NEWS IT managers and computer users have been warned to watch out for a new email worm that attempts to steal users' passwords.
This worm, which is the latest version of the Dumaru virus, was first detected on Friday. Antivirus vendors are split between calling this variant Dumaru.Y or Dumaru.J (depending how many previous variants they have detected and named since the first version first appeared in August 2003), but there is consensus that users who make the mistake of opening the worm's payload could unwittingly reveal important passwords.
Security firm MessageLabs said on Monday that it is treating the worm as high risk, based on the number of copies it has intercepted.
Dumaru.J/Y arrives in a user's inbox as an email with the subject line of "Important information for you. Read it immediately!", sent from "fuckensuicide@hotmail.com". It comes with an attachment called myphoto.zip, which contains an executable file.
If run, this program will harvest email addresses from the user's local address book and forward copies of itself to them.
More worryingly, experts say that the worm could allow the virus writer to take control of the PC at a later date, by secretly opening up a network port. Even more damaging, potentially, is the fact that Dumaru.J/Y is thought to monitor a user's key strokes.
According to Paul Wood, chief information security analyst at MessageLabs, Dumaru.J/Y is thought to be listening out for the passwords of people using the eGold electronic currency service.
Because the virus includes a zipped attachment, rather than an executable one, it is more likely to penetrate a network security system that has been set up to repel viruses. Such systems often block .exe files, but usually allow .zip files through.
To activate Dumaru.J/Y, a user would have to unzip the application and then run the unzipped file. The name of the unzipped file includes a large number of spaces to hide the final .exe and to make it look, at a glance, like a JPEG graphic.
Messagelabs had detected 14,000 copies of Dumaru.J/Y by early Monday morning, UK time, and was expecting to see a surge in activity once American computer users came online later in the day. It is still also detecting a high level of Dumaru.A activity.
All the major antivirus vendors are thought to have updated their signature files to defend against this latest Dumaru variant, but companies would be advised to ensure that their staff understand the risks posed by viruses.
"You should never open an attachment from any email address you don't recognise.

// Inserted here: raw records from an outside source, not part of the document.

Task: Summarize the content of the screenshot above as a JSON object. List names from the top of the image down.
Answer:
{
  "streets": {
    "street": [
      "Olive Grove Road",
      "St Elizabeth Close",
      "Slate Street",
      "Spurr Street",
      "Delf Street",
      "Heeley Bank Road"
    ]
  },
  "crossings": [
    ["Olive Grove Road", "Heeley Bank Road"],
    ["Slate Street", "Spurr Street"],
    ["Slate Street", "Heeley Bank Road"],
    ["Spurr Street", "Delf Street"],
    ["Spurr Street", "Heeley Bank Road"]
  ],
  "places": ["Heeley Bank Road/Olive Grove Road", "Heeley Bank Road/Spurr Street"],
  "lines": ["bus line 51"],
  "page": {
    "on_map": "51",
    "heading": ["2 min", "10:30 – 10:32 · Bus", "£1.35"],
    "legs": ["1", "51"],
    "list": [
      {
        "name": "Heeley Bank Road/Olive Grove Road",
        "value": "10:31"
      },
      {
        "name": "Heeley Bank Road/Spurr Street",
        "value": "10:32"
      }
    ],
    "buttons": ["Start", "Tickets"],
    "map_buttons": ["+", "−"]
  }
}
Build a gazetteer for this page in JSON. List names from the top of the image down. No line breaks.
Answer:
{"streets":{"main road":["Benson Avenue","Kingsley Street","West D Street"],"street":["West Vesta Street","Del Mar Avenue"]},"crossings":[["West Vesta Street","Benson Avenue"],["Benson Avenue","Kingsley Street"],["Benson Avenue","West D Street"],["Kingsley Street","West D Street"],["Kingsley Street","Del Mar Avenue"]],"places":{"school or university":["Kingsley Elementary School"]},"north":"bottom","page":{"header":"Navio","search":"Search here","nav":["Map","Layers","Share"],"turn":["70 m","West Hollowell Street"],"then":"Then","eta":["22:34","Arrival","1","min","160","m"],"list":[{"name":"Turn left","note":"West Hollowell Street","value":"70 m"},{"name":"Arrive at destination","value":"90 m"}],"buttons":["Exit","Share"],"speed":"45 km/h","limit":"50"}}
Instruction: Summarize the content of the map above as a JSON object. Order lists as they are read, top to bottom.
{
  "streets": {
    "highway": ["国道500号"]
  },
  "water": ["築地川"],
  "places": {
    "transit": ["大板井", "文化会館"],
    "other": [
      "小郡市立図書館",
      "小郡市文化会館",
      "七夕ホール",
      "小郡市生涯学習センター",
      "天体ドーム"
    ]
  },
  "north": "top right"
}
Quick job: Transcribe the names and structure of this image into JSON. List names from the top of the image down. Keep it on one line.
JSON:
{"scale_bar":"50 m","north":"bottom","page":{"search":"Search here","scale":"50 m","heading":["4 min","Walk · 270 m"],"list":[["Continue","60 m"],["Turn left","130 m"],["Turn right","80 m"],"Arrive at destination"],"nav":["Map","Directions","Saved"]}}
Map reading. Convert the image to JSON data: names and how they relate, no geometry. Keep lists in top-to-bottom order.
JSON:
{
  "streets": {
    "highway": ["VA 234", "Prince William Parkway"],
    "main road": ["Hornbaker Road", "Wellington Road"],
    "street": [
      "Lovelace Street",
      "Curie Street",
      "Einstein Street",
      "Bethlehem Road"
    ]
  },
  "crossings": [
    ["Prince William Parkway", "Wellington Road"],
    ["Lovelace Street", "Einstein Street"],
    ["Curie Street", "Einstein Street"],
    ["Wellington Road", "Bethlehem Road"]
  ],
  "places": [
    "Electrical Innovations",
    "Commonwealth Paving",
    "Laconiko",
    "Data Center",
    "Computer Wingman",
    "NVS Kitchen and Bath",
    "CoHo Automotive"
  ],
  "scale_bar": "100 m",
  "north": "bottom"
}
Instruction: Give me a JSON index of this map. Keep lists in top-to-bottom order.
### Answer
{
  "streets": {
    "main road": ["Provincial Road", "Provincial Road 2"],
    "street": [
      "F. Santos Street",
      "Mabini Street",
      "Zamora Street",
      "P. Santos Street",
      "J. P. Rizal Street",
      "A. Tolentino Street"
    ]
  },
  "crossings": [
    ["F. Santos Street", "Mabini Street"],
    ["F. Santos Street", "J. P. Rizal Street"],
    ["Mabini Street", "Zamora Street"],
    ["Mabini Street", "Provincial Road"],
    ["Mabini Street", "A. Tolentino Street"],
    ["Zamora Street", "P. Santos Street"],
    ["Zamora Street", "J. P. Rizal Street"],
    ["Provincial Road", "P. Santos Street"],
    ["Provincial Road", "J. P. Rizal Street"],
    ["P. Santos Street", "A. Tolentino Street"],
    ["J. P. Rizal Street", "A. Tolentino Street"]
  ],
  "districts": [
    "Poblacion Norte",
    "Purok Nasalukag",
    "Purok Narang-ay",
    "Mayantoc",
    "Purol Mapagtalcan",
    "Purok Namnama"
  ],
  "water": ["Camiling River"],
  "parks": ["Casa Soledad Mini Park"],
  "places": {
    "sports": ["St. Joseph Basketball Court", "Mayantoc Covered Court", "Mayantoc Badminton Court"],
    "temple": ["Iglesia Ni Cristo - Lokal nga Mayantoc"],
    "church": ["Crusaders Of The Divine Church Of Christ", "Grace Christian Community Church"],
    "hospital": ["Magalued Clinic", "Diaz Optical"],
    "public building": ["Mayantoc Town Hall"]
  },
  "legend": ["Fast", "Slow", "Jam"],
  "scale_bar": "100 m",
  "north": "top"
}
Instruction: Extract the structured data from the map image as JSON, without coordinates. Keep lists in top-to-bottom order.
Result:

Given that some virus writers are spoofing their emails, people should be very cautious even if an email appears to come from a reputable company," explained Wood.
Graeme Wearden writes for ZDNet UK
Comments
There are 3 comments. Join the discussion
1. Don Tregartha
While there are fools we'll have viruses.
2. James Tweedie
Agree with Don here. I cannot understand why 14,000 people deliberately extracted a .zip file from an email address "fuckensuicide@hotmail.com" and a subject line that is obviously a spam-line or similar.
Or does Microsoft Outlook or Outlook Express automatically and helpfully open the email attachments?
We have a company ban on Outlook for emails - we use Pegasus which does NOT open attachments or run any html or other code.
Maybe there should be a computer license (like car license) so that people cannot own a computer until they've passed the test!
3. Jan S. Krogh
Thanks for your extensive and interesting information! Virus makers, much more than Mr. Bush' socalled "terrorists" from Iraq and Afghanistan, should be deported to Guantanamo Bay and kept there until they had written 1 billion times:
"I promise I will never a virus anymore", "I promise I will never a virus anymore", "I promise I will never a virus anymore" etc.